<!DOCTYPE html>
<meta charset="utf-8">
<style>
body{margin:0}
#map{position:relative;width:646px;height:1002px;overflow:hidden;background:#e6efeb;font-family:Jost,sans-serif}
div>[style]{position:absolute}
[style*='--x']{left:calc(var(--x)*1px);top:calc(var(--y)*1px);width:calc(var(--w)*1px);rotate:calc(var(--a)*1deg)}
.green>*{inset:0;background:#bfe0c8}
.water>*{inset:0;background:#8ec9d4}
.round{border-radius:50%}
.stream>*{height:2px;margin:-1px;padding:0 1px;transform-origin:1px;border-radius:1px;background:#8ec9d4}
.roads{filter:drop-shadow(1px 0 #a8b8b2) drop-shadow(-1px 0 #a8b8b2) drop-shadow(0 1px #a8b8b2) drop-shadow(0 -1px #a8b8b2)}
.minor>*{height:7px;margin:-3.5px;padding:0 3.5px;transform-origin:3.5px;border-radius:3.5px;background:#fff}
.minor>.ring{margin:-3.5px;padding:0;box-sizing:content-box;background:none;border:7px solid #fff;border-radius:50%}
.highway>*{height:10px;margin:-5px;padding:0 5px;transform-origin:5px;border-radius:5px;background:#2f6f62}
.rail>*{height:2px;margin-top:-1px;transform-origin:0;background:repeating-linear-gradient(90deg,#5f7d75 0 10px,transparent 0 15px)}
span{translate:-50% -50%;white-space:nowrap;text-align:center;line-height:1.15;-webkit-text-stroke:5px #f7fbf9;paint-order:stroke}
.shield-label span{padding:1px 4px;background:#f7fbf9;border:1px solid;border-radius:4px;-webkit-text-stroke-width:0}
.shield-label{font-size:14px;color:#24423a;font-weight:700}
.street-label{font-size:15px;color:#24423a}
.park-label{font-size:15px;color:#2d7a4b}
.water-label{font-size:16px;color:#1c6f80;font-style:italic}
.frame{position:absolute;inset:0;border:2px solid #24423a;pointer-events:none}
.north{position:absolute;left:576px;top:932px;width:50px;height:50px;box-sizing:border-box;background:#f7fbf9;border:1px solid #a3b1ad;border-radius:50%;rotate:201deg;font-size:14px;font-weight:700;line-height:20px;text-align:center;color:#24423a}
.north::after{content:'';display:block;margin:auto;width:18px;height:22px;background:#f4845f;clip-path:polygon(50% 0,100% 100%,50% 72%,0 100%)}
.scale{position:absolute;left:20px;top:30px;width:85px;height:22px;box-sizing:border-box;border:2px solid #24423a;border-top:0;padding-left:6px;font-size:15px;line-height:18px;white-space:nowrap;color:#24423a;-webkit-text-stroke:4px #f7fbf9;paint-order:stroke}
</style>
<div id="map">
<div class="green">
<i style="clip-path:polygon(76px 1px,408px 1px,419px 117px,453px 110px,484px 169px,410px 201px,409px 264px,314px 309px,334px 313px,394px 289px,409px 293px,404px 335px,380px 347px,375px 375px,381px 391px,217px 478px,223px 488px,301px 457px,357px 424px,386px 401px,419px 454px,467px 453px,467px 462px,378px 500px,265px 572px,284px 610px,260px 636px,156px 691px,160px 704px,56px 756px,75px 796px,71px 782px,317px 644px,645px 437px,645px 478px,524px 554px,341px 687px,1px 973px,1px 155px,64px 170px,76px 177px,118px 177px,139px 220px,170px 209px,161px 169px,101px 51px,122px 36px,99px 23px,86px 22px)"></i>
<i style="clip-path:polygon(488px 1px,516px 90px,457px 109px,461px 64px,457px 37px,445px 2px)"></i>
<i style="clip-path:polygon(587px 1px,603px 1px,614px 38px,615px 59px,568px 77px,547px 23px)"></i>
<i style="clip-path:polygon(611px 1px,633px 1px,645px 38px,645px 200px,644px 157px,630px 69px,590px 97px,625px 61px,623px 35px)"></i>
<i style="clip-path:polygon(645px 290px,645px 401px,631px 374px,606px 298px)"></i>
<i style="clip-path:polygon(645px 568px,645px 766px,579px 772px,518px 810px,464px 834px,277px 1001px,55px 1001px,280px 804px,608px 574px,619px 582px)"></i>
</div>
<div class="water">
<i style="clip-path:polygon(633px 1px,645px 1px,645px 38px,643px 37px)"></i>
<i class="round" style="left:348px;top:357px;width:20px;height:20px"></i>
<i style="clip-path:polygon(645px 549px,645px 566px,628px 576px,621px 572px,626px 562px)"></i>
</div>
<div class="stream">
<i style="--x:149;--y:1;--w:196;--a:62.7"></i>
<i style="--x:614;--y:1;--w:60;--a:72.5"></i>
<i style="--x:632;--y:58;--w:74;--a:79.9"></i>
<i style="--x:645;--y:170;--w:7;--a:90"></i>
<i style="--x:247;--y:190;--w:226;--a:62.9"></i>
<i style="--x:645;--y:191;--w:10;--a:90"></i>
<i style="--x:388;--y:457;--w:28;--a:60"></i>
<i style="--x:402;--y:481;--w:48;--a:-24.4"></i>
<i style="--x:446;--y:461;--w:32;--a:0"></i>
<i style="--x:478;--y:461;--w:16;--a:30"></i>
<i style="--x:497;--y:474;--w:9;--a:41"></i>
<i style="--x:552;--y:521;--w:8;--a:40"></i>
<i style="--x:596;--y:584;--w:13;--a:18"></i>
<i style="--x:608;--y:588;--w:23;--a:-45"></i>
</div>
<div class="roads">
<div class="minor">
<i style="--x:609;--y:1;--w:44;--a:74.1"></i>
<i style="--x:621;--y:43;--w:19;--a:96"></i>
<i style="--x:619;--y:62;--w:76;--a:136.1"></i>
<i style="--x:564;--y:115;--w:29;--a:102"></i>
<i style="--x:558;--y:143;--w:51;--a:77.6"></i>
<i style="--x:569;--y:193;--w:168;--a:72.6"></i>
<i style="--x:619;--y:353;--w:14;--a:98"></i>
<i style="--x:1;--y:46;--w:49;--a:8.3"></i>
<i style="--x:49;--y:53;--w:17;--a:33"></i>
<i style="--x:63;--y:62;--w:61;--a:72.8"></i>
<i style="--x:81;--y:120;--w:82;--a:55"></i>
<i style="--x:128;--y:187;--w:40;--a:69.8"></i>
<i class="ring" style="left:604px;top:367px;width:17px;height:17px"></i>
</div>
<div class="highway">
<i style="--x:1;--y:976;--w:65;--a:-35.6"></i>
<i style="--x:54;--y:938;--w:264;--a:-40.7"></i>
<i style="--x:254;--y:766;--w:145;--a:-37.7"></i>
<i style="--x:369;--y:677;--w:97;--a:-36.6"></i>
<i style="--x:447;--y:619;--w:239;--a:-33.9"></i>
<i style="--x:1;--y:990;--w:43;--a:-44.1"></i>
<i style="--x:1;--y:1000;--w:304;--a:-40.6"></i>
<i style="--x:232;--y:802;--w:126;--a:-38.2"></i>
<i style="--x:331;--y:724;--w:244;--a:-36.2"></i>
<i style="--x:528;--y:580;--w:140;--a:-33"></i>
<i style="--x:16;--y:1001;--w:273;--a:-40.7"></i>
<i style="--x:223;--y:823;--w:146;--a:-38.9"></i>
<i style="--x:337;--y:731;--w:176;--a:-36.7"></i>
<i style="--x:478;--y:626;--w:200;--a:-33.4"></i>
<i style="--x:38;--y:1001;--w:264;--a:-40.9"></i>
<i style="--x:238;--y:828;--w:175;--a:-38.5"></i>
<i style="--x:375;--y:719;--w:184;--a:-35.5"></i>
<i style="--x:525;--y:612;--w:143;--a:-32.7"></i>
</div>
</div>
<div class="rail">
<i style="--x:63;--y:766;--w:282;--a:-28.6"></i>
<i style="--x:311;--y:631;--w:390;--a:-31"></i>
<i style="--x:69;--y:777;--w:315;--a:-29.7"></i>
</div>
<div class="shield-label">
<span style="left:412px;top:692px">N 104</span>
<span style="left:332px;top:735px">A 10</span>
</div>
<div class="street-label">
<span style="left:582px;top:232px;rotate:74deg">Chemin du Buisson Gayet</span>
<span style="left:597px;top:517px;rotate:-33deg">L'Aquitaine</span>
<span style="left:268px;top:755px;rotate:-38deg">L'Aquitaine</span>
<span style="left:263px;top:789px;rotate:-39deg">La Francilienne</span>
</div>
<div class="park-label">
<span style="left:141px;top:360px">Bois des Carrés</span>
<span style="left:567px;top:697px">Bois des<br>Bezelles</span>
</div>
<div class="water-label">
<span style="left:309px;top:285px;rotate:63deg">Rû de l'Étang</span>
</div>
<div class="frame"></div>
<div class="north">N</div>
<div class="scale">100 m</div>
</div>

What to work on: For the listing above, print only the lines starting at the line containing "0 10px,transparent 0" and ending at the line containing "1px,408px 1px,419px 117px,453px", exactly, both included.

Exercise output:
.rail>*{height:2px;margin-top:-1px;transform-origin:0;background:repeating-linear-gradient(90deg,#5f7d75 0 10px,transparent 0 15px)}
span{translate:-50% -50%;white-space:nowrap;text-align:center;line-height:1.15;-webkit-text-stroke:5px #f7fbf9;paint-order:stroke}
.shield-label span{padding:1px 4px;background:#f7fbf9;border:1px solid;border-radius:4px;-webkit-text-stroke-width:0}
.shield-label{font-size:14px;color:#24423a;font-weight:700}
.street-label{font-size:15px;color:#24423a}
.park-label{font-size:15px;color:#2d7a4b}
.water-label{font-size:16px;color:#1c6f80;font-style:italic}
.frame{position:absolute;inset:0;border:2px solid #24423a;pointer-events:none}
.north{position:absolute;left:576px;top:932px;width:50px;height:50px;box-sizing:border-box;background:#f7fbf9;border:1px solid #a3b1ad;border-radius:50%;rotate:201deg;font-size:14px;font-weight:700;line-height:20px;text-align:center;color:#24423a}
.north::after{content:'';display:block;margin:auto;width:18px;height:22px;background:#f4845f;clip-path:polygon(50% 0,100% 100%,50% 72%,0 100%)}
.scale{position:absolute;left:20px;top:30px;width:85px;height:22px;box-sizing:border-box;border:2px solid #24423a;border-top:0;padding-left:6px;font-size:15px;line-height:18px;white-space:nowrap;color:#24423a;-webkit-text-stroke:4px #f7fbf9;paint-order:stroke}
</style>
<div id="map">
<div class="green">
<i style="clip-path:polygon(76px 1px,408px 1px,419px 117px,453px 110px,484px 169px,410px 201px,409px 264px,314px 309px,334px 313px,394px 289px,409px 293px,404px 335px,380px 347px,375px 375px,381px 391px,217px 478px,223px 488px,301px 457px,357px 424px,386px 401px,419px 454px,467px 453px,467px 462px,378px 500px,265px 572px,284px 610px,260px 636px,156px 691px,160px 704px,56px 756px,75px 796px,71px 782px,317px 644px,645px 437px,645px 478px,524px 554px,341px 687px,1px 973px,1px 155px,64px 170px,76px 177px,118px 177px,139px 220px,170px 209px,161px 169px,101px 51px,122px 36px,99px 23px,86px 22px)"></i>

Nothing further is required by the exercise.